Monday, August 31, 2015

Am I my brother's keeper?


Then the LORD said to Cain, "Where is Able, your brother?"  He said, "I do not know; am I my brother's keeper?"  And the LORD said, "What have you done!  The voice of your brother's blood is crying to me from the ground.  And now you are cursed from the ground, which has opened its mouth to receive your brother's blood from your hand."  Genesis 4:9-11

TODAY'S Old Testament reading teaches us many lessons, but the most important thing we should remember is that all Scripture is about Christ!

Our Lord is Enoch who walked with God and was assumed into heaven.  He is Isaac, who was tethered to the wooden altar of sacrifice.  He is Melchizedek, Elijah, and today we find that He is also Abel whose blood cries out to God, not for vengeance in this case, but as the hymn says, "for our pardon cries."

Yes, we should consider the moral lessons that the account of Cain and Abel teaches, but from there we must go on to grasp what the Spirit wants us to understand from the event, namely that there is one who is Greater than Abel, who was also killed by his brothers, but that His blood purifies us from every sin.

Yes, all Scripture is about Christ.  The historical events of His life, death and resurrection are all true, all important, and everyone who professes the Christian religion must read, mark, learn, and inwardly digest them.  He must be familiar, too, with the Lord's miracles by which He began the process of repairing what sin destroyed, and with His ethical teachings, but we should not just know them; we should believe them and work to conform our lives to them so that the full sanctification that will be ours in heaven should begin in us here and now.

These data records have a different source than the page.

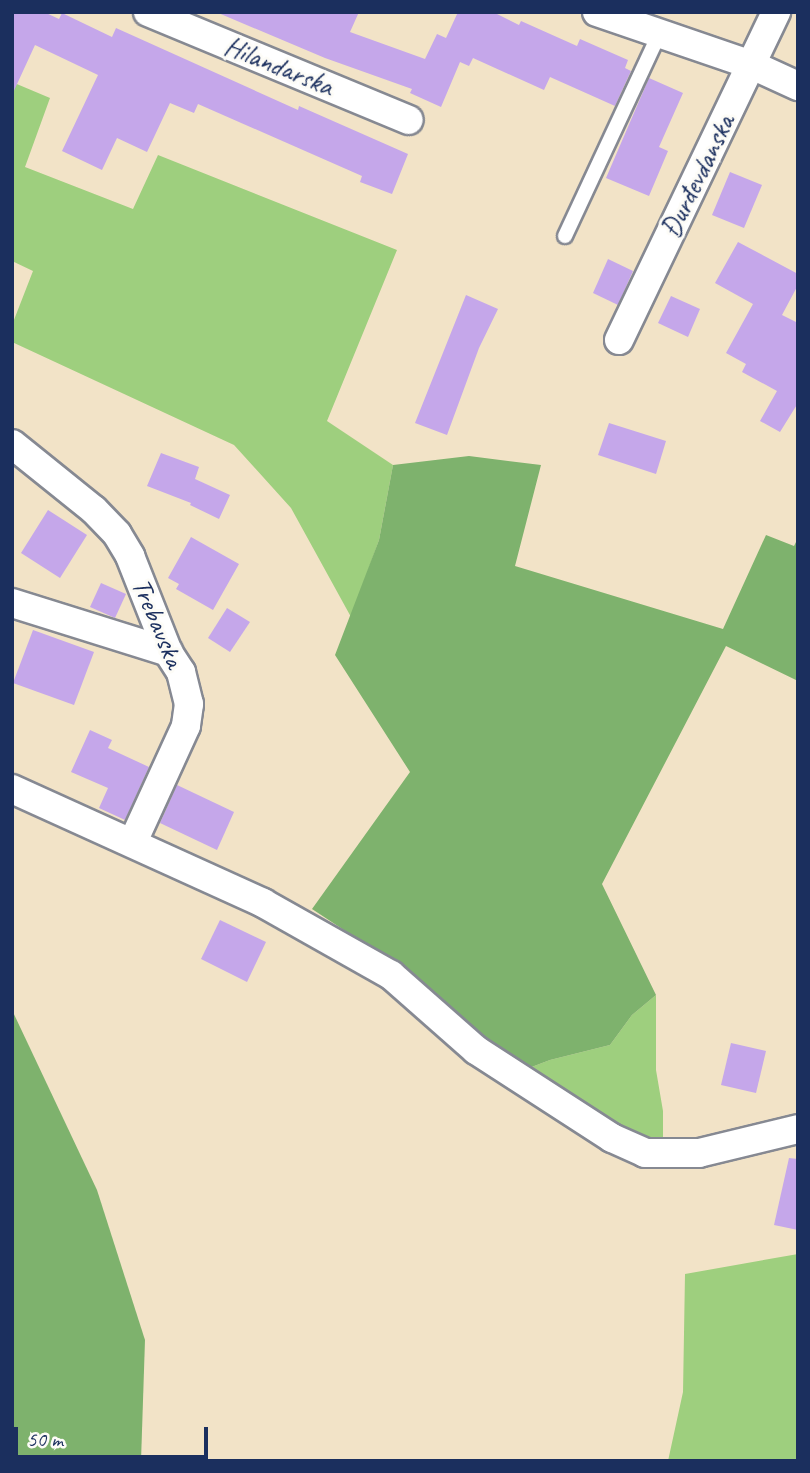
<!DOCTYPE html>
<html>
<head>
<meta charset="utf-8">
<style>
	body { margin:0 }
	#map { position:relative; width:810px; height:1473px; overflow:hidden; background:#f2e3c7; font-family:Caveat,sans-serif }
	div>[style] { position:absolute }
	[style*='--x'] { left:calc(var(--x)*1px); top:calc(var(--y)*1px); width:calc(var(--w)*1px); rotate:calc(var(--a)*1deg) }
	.green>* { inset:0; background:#9ecf7e }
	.forest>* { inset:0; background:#7eb26d }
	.building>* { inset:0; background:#c5a7ea }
	.roads { filter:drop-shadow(2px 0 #868992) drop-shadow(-2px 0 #868992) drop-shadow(0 2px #868992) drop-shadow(0 -2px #868992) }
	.service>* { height:14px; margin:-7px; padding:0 7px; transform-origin:7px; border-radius:7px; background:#fff }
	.minor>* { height:28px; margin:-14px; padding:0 14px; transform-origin:14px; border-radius:14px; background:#fff }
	span { translate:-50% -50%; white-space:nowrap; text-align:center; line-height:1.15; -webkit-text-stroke:6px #fdfcf7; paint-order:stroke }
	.street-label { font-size:28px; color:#1b2f5e }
	.frame { position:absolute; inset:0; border:14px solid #1b2f5e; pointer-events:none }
	.scale { position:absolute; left:14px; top:1427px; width:194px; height:32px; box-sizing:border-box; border:4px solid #1b2f5e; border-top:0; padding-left:9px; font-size:21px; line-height:24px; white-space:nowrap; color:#1b2f5e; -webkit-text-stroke:5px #fdfcf7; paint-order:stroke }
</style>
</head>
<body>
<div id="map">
	<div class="green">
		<div style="clip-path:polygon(12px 82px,50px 98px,25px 167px,133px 209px,158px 155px,397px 250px,327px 421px,393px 465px,379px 540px,351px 617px,291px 508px,234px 445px,12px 342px,12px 325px,33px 271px,12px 261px)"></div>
		<div style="clip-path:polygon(656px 995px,656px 1070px,663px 1111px,663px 1139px,645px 1138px,616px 1125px,529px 1068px,550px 1060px,610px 1045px,632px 1015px)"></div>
		<div style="clip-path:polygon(798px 1254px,798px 1461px,668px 1461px,683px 1392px,685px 1274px)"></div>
	</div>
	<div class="forest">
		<div style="clip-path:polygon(469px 456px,541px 465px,515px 566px,723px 629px,766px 535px,794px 546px,798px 538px,798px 681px,726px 646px,602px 884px,656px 995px,632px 1015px,610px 1045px,550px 1060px,529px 1068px,484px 1043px,397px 965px,312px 909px,410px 772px,335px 655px,379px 540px,393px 465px)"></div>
		<div style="clip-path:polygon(12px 1010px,97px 1190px,145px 1340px,141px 1461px,12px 1461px)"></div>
	</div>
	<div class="building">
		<div style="clip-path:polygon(12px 12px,44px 12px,59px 19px,62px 13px,112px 37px,116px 28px,298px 110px,299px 106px,408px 154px,392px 194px,360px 182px,362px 176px,198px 104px,194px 113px,170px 103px,147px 152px,117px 138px,102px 170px,62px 151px,98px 75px,35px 45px,12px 95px)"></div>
		<div style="clip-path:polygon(216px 12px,359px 12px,350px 32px,425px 59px,437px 34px,446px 38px,458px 12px,493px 12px,519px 25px,521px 21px,577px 46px,580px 39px,628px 60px,625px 68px,631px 71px,615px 106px,550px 77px,544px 90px,473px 58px,469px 66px,460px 62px,441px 107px,410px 93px,412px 89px,325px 58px)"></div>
		<div style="clip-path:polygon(649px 78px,683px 93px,659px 147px,668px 151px,649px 196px,606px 178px)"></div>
		<div style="clip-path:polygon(730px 172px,762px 185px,744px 228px,712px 215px)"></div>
		<div style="clip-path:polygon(738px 242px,798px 274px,798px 285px,782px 315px,798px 323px,798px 403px,780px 432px,760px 421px,777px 391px,742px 372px,746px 364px,726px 353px,753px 304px,715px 283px)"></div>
		<div style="clip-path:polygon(608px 259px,633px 271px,618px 305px,593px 293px)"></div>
		<div style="clip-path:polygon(466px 295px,498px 309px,479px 348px,447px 435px,415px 423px)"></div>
		<div style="clip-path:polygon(671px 296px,700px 309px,688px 337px,658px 323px)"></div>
		<div style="clip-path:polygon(609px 423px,666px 441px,656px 474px,598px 455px)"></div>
		<div style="clip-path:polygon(161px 453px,199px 467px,195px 479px,230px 495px,219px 519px,190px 505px,191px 503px,147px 486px)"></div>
		<div style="clip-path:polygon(48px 510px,87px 535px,60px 578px,21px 553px)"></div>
		<div style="clip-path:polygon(191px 537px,239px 564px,213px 610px,176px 589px,179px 584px,168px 578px)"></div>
		<div style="clip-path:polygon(101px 583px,126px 594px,115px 618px,90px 607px)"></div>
		<div style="clip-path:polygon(227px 608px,250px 622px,230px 652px,208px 638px)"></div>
		<div style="clip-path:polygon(33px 630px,94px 652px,74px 705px,13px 683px)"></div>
		<div style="clip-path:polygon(90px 730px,112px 740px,108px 748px,149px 767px,125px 820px,99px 808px,108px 788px,71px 772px)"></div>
		<div style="clip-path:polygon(177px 785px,234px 812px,217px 850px,160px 823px)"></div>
		<div style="clip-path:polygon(220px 920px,266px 942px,247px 982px,201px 959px)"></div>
		<div style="clip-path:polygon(731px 1043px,766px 1051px,756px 1093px,721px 1085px)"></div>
		<div style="clip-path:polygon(789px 1158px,798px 1159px,798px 1230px,774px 1225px)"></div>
	</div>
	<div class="roads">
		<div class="service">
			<div style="--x:565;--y:236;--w:223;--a:-65"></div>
		</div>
		<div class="minor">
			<div style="--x:148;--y:12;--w:282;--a:22.5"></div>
			<div style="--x:597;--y:12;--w:164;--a:18.9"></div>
			<div style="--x:752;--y:65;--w:51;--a:24.5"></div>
			<div style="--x:619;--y:340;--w:364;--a:-64.4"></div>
			<div style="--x:12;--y:444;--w:105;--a:38.8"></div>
			<div style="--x:94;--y:510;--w:33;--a:46"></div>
			<div style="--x:117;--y:534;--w:26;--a:59"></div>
			<div style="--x:130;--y:556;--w:103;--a:68.4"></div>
			<div style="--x:168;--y:652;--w:24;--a:57"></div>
			<div style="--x:181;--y:672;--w:33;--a:76"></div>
			<div style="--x:189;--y:704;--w:22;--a:98"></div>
			<div style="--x:186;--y:726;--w:128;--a:114.6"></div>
			<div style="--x:12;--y:603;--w:164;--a:17.4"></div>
			<div style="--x:12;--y:789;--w:276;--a:24.4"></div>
			<div style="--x:263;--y:903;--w:147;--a:29.4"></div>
			<div style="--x:391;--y:975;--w:113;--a:41.4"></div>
			<div style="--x:476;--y:1050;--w:162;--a:32.9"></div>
			<div style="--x:612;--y:1138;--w:36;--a:24"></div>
			<div style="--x:645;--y:1153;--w:54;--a:0"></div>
			<div style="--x:699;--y:1153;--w:102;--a:-13.6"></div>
		</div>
	</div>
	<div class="street-label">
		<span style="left:279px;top:66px;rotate:22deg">Hilandarska</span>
		<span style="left:698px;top:176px;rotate:-64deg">Đurđevdanska</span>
		<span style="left:158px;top:623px;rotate:67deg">Trebavska</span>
	</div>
	<div class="frame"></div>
	<div class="scale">50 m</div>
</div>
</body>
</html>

Today's reading from Genesis is one such  lesson.  It teaches us to avoid the sins of Cain who was jealous of his brother Abel.  It was not that Cain's offering was inferior to Abel's, but rather that Abel had faith and Cain did not.  Abel humbled himself before God like the tax collector in today's gospel, but Cain came to do business with God, like the pharisee of the parable did.  Of the two, Abel went home justified, but Cain did not.

Jealousy is a strange and twisted kind of sin.  It is like drinking poison and expecting the other person to die. Under its deadly influence, Cain's brotherly love ran cold and his ability to reason was silenced.  He enticed his own brother with sweet words out to the open field, far away from prying eyes, and there he killed him in cold blood.  Because Abel is a type of Christ, we might imagine that Cain killed him with a knife, so that his blood would be soaked into the ground, as Scripture notes, but that is not the end of the story.  If it were, then we would gain nothing more from the Bible than advice for intelligent living; the stuff of mega-church how-to pep talks, but we don't need scripture for that.  We can learn that from the world's moral philosophers.  No, that is not the end of the story, but only the beginning, because when the LORD said, "The voice of your brother's blood is crying to me from the ground," it was nothing less than a full blown prophecy of the blood of Jesus that purifies the world from its sin.

It is a biblical axiom that: without the shedding of blood there is no forgiveness of sin.  Much blood was spilled by our Lord in His passion, but when we talk about the shed blood of Christ, the first verse that should come to our minds is John 19:34 where evangelist reports, "But one of the soldiers pierced His side with a spear, and at once there came out blood and water."

As Abel was killed by his brother, so Christ was killed by His brothers.  As Abel's blood was soaked up by the ground and cried out for vengeance -- the blood from our Lord's side also found its way into the ground where it quenched earth's desperate thirst for righteousness and provided redemption for all, redemption for you:  redemption that is attained by faith in the blood of God's own Son, poured out on Calvary's cross, and fed to us from the "the cup of blessing which we bless" on the Lord's Day.  Thus the church sings, "Abel's blood for vengeance pleadeth to the skies, but the blood of Jesus for our pardon cries."

Finally, St. Paul reminds us in today's epistle lesson that salvation comes to us by grace through faith and not by any works that we ourselves accomplish.  Both grace and faith are gifts from God.  Grace is a disposition in the heart of God to be merciful to us in Christ, to give His only Son to shed His blood in substitution for our own.  Faith is the aptitude, upon hearing this message, to trust it, to know that it is true for you, and that by it your sins are pardoned and your redemption sure.

St. Paul further informs us in today's epistle that faith is not an idle past time, but instead that it is always busy doing the good works that God long ago prepared for His good creation to do.  In particular that we should be rid of jealousy and bitterness and replace it with kindness and with brotherly love; also that God most certainly intends for us to be our brother's keeper, not in a smothering way, not by running people's lives or by living their lives for them.  That seems to be the national sport these days and it is cruel, not kind.  Rather we should keep this adage in the wholesome ways dictated by love and guided by the Lord's golden rule:  Do unto others what you would have them do unto you.

To do these things is to put your faith into practice and to show gratitude to the Brother who loves you, redeems you and who will never harm you.  Jesus, the Brother who keeps you safe.  Amen.